Health Care Applications with Natural Language Processing
Details
Unstructured documents often come with embedded structured data. Representing valuable and structured information as tables is popular in health, financial, and many domains. However, manual extraction of structured information from documents typically costs tremendous time and labor, motivating the need for a system for automating the process. After such tables have been extracted, the data can be used for a wide variety of tasks such as question answering and various “down-stream” analytics tasks. In this talk, we will discuss how to leverage ground breaking pre-trained language models (e.g., BERT, ChatGPT) to develop tools for automated table extraction from various types of documents. We will present different applications from cancer registry reporting, cancer care, and psychiatry hospitalization prediction.
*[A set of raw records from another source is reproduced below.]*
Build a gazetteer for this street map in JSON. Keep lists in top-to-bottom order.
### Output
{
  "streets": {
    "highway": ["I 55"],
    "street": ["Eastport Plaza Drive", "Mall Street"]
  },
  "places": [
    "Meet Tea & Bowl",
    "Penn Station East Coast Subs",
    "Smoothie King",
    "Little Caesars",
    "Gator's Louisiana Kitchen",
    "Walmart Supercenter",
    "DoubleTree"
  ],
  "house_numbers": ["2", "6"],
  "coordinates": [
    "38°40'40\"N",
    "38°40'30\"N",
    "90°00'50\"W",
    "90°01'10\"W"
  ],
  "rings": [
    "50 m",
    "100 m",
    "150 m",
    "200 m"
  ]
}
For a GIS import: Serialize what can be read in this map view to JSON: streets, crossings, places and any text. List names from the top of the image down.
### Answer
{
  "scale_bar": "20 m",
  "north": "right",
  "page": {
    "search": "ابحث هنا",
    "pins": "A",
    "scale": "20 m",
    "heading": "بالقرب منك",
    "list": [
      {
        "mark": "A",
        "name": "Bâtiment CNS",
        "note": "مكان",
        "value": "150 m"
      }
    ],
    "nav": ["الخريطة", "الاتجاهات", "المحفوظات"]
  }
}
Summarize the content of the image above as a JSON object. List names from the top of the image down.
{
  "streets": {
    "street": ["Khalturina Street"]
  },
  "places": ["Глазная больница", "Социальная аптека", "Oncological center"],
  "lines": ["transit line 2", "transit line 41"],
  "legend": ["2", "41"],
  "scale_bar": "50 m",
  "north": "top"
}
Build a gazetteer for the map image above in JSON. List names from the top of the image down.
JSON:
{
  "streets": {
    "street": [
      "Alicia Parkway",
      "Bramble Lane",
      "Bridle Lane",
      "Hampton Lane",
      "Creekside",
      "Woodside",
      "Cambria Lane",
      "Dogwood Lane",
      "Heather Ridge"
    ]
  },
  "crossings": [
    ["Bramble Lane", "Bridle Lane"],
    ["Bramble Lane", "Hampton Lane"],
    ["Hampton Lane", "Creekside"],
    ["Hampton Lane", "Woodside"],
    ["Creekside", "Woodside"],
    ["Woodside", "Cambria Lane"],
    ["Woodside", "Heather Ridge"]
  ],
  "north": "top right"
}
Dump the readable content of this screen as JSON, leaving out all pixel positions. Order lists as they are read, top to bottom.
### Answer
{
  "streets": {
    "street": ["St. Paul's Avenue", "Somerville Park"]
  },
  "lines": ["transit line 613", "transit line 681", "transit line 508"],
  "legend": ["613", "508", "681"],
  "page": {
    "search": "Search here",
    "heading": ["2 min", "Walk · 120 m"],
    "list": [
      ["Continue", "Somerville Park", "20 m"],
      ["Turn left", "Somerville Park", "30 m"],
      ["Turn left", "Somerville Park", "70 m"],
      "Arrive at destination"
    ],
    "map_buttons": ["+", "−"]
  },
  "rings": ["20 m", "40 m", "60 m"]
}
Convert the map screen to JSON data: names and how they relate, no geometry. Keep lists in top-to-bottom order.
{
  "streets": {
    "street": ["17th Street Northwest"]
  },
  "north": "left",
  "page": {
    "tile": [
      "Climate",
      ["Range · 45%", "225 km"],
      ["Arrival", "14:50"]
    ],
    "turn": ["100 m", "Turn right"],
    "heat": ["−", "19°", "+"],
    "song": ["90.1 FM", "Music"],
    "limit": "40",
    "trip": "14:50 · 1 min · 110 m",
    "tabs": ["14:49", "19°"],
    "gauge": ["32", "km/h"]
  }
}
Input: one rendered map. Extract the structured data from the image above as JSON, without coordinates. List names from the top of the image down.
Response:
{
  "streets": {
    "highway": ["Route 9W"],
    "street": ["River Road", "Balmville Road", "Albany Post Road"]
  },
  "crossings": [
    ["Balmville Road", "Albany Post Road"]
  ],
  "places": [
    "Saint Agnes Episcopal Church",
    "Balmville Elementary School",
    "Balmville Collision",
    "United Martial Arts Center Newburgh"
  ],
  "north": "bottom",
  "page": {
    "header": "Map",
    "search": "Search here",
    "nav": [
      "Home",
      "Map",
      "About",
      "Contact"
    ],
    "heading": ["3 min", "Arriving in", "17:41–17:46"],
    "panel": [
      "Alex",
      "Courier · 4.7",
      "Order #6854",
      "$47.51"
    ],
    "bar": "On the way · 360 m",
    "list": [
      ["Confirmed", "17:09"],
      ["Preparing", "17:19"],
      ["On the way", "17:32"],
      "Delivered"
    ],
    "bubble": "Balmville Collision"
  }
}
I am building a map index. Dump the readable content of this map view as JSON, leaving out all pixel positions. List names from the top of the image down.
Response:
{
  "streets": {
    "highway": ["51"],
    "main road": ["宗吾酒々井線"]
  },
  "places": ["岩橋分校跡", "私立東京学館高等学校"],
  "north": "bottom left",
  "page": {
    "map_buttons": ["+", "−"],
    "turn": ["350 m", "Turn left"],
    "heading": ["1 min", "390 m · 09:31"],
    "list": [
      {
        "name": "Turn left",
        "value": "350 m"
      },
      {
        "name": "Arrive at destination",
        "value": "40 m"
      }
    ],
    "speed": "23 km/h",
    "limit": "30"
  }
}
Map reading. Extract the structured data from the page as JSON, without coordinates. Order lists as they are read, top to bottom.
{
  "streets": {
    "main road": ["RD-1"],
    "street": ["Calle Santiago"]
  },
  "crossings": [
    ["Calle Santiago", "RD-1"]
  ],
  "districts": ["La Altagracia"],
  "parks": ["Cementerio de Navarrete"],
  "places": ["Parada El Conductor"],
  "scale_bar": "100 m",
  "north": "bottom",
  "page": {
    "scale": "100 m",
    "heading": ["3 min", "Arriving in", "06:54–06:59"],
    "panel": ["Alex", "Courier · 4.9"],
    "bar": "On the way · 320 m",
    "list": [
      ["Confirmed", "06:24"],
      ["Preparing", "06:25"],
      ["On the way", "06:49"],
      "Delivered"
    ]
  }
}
Please contact Pamela Lee for attendance details.
Raymond Ng
Director, Data Science Institute and Professor, Department of Medicine and Department of Computer Science
Raymond Ng is the Canada Research Chair on data science and analytics. He is also the founding Director of the UBC Data Science Institute, and an elected fellow of the Royal Society of Canada. He is currently a co-director of a new UBC AI & Health Network. For both 2022 and 2023, he was named one of the world’s top-75 academic data science leaders by the MIT-based CDO magazine. Ng’s main research area for the past three decades is on data mining, with a specific focus on health informatics text mining, and Natural Language Processing. He has published over 260 peer-reviewed publications on those topics. (H-index 75; total citations 41,000+)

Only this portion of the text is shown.